The grass-green mare's eyes almost betrayed restrained sorrow before her deeply ingrained formality won. "You know nothing of me, or my colt, but I appreciate that you are attempting to speak from kindness." Peridot's silver-gray tail swished sharply, as if it were discharging emotion itself. "I can only hope that you... are right."

Within the Waiting Room, the diarchs of Equestria wrestled with primal thaumaturgical forces. Two statues had been converted from stone to perishing flesh, and then that flesh had been wreathed in dweomer as the princesses went into some kind of supernal trance.
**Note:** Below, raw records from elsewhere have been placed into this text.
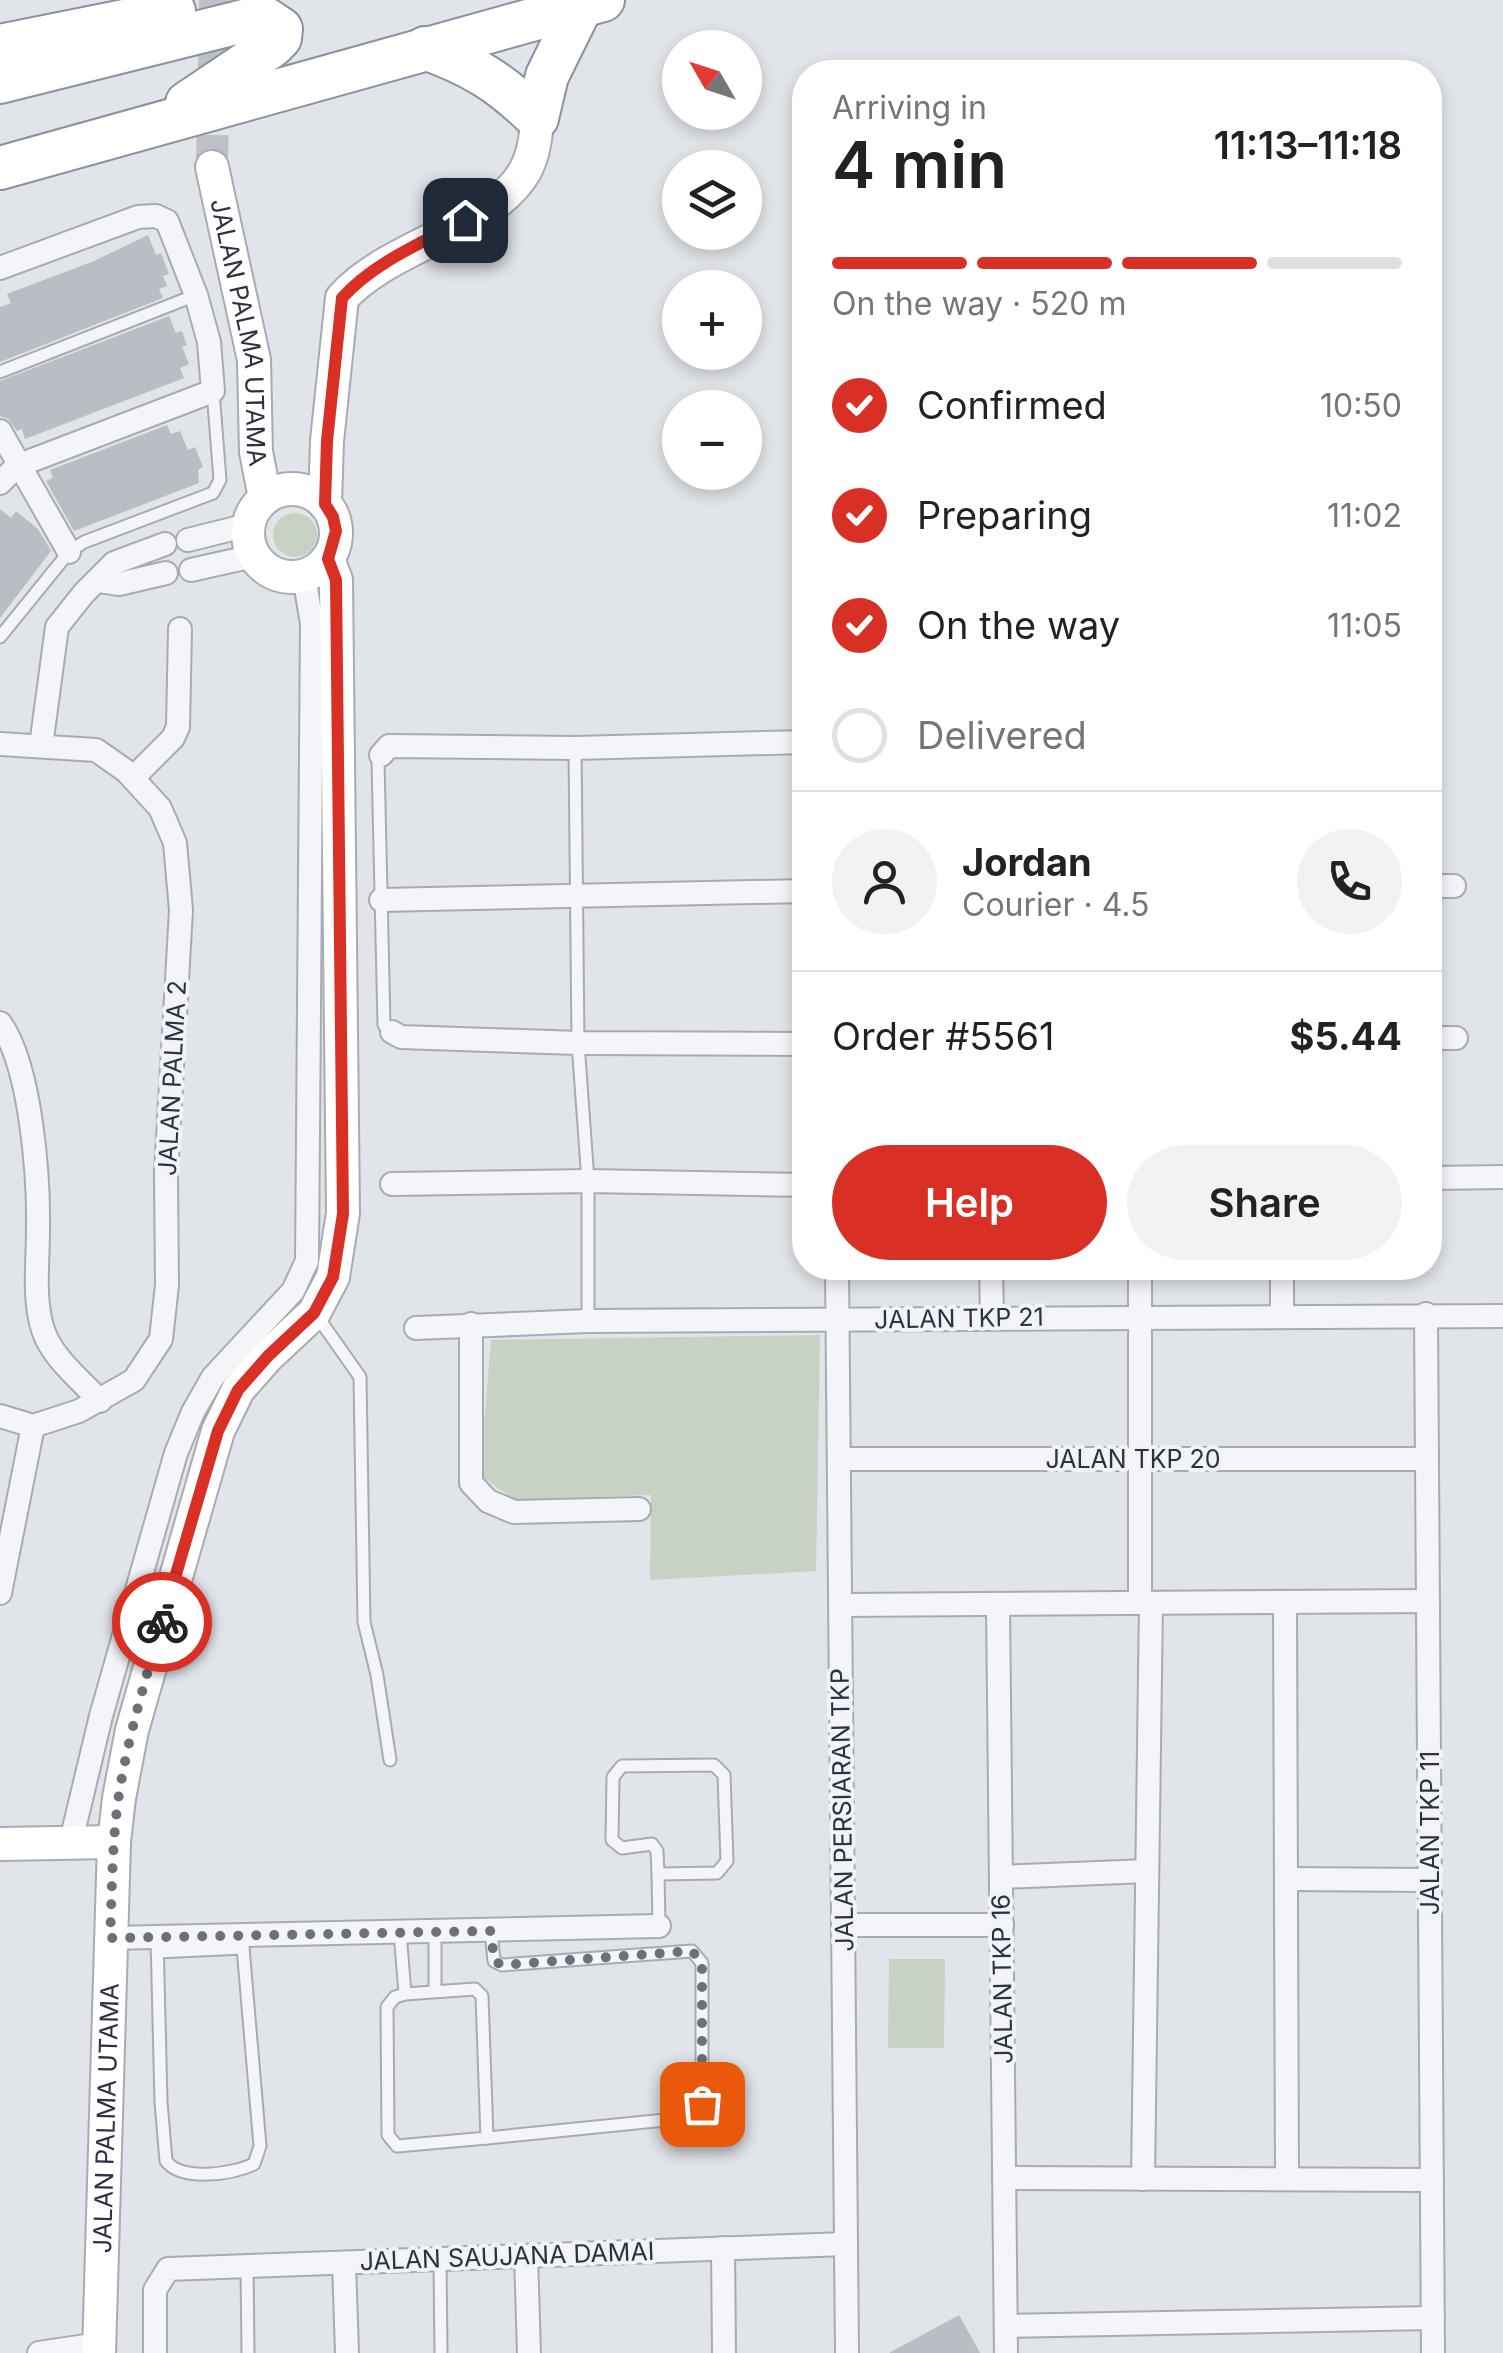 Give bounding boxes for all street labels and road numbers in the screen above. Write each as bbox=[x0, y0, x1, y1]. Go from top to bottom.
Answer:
street label: JALAN PALMA UTAMA bbox=[204, 196, 273, 468]
street label: JALAN PALMA 2 bbox=[152, 979, 192, 1177]
street label: JALAN TKP 21 bbox=[874, 1302, 1044, 1334]
street label: JALAN TKP 20 bbox=[1045, 1444, 1221, 1474]
street label: JALAN PERSIARAN TKP bbox=[825, 1668, 859, 1952]
street label: JALAN TKP 11 bbox=[1415, 1751, 1445, 1915]
street label: JALAN TKP 16 bbox=[986, 1894, 1018, 2064]
street label: JALAN PALMA UTAMA bbox=[87, 1983, 125, 2254]
street label: JALAN SAUJANA DAMAI bbox=[359, 2236, 655, 2276]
As the five spectators peered through the open doorway, the horrifically injured bodies of Asher Brin and Milo Cameron were suspended in the air, while ribbons and tendrils of brightly glowing magic dissolved away dead flesh and dying bone. Both boys hung in the air, Milo sans legs and fingers and much of his face, Asher missing much more than that. Both pony and human could not long gaze at this, for the sight of exposed nerve and muscle was disturbing in the extreme.

This was the moment of truth for Milo and Asher. Even now, Crimson and Morning realized, the princesses would be communing with the two boys, deep inside their minds, asking them the single question that would determine whether they would live as magical ponies, or perish as unalloyed examples of mortal humanity.





Asher Brin was walking.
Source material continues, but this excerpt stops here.